Description of the task ▸ Could you please output all of the data exactly, without the images?

Data for processing ▸
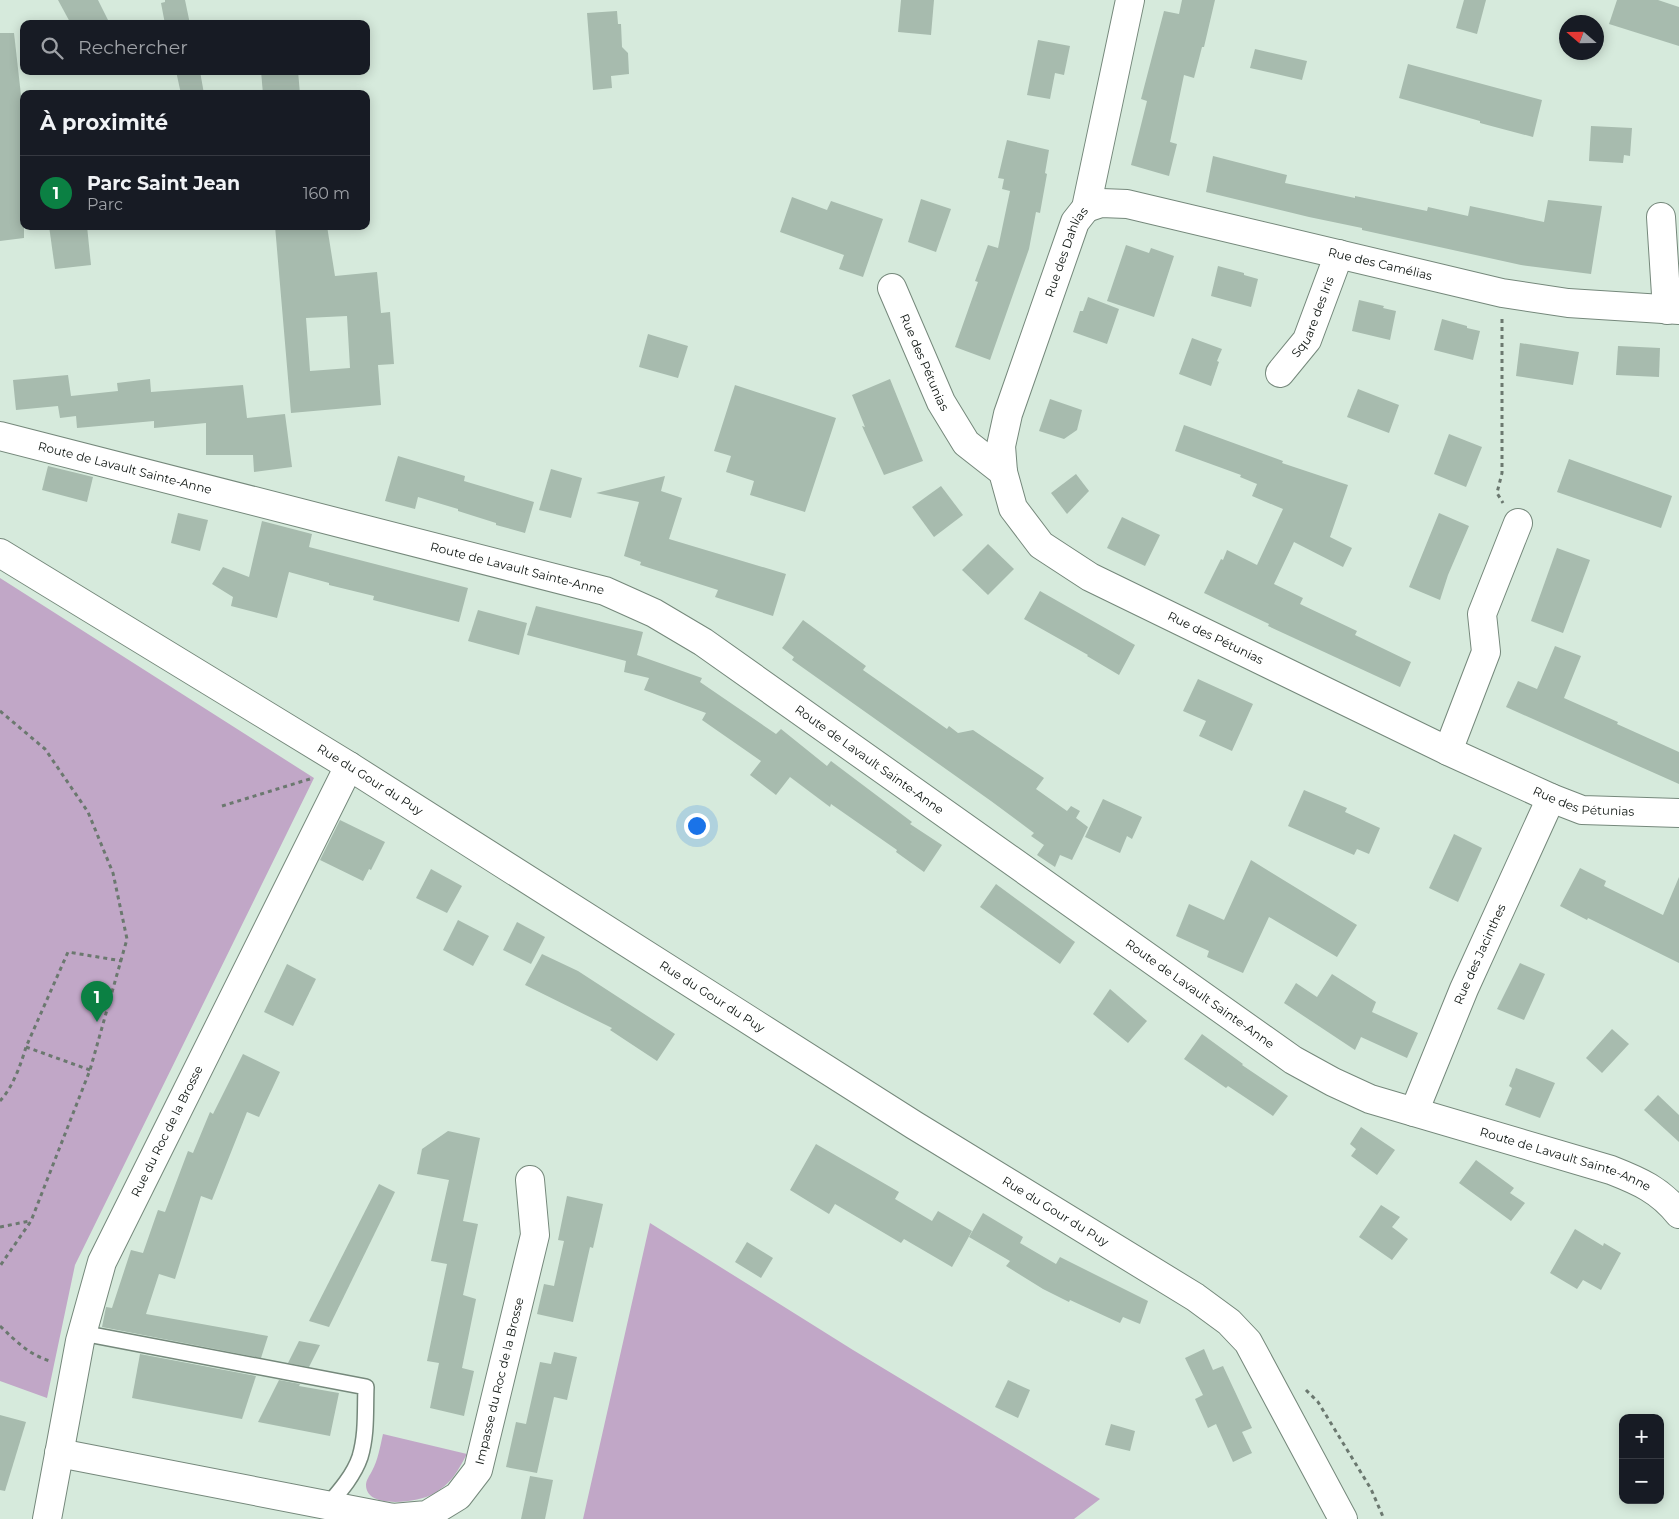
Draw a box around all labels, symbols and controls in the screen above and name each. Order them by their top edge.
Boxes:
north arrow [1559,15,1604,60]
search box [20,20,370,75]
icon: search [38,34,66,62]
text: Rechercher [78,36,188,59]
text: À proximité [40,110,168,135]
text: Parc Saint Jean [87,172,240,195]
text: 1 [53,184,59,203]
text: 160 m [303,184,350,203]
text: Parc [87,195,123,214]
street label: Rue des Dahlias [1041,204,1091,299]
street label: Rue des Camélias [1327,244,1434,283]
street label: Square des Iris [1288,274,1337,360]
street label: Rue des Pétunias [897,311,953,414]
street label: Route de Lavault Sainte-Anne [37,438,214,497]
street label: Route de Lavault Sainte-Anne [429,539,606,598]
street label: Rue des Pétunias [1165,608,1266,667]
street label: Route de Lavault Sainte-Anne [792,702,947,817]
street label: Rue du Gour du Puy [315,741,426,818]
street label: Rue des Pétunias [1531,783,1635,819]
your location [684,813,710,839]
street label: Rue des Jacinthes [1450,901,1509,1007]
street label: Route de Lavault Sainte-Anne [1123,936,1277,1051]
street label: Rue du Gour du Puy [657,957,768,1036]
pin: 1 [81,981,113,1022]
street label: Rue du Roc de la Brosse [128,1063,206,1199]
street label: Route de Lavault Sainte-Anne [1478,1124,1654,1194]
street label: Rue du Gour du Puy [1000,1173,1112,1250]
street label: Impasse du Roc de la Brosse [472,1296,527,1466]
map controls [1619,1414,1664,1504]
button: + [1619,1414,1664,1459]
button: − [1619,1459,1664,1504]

Answer for the task ▸
Draw a box around all labels, symbols and controls in the screen above and name each. Order them by their top edge.
Boxes:
north arrow [1559,15,1604,60]
search box [20,20,370,75]
icon: search [38,34,66,62]
text: Rechercher [78,36,188,59]
text: À proximité [40,110,168,135]
text: Parc Saint Jean [87,172,240,195]
text: 1 [53,184,59,203]
text: 160 m [303,184,350,203]
text: Parc [87,195,123,214]
street label: Rue des Dahlias [1041,204,1091,299]
street label: Rue des Camélias [1327,244,1434,283]
street label: Square des Iris [1288,274,1337,360]
street label: Rue des Pétunias [897,311,953,414]
street label: Route de Lavault Sainte-Anne [37,438,214,497]
street label: Route de Lavault Sainte-Anne [429,539,606,598]
street label: Rue des Pétunias [1165,608,1266,667]
street label: Route de Lavault Sainte-Anne [792,702,947,817]
street label: Rue du Gour du Puy [315,741,426,818]
street label: Rue des Pétunias [1531,783,1635,819]
your location [684,813,710,839]
street label: Rue des Jacinthes [1450,901,1509,1007]
street label: Route de Lavault Sainte-Anne [1123,936,1277,1051]
street label: Rue du Gour du Puy [657,957,768,1036]
pin: 1 [81,981,113,1022]
street label: Rue du Roc de la Brosse [128,1063,206,1199]
street label: Route de Lavault Sainte-Anne [1478,1124,1654,1194]
street label: Rue du Gour du Puy [1000,1173,1112,1250]
street label: Impasse du Roc de la Brosse [472,1296,527,1466]
map controls [1619,1414,1664,1504]
button: + [1619,1414,1664,1459]
button: − [1619,1459,1664,1504]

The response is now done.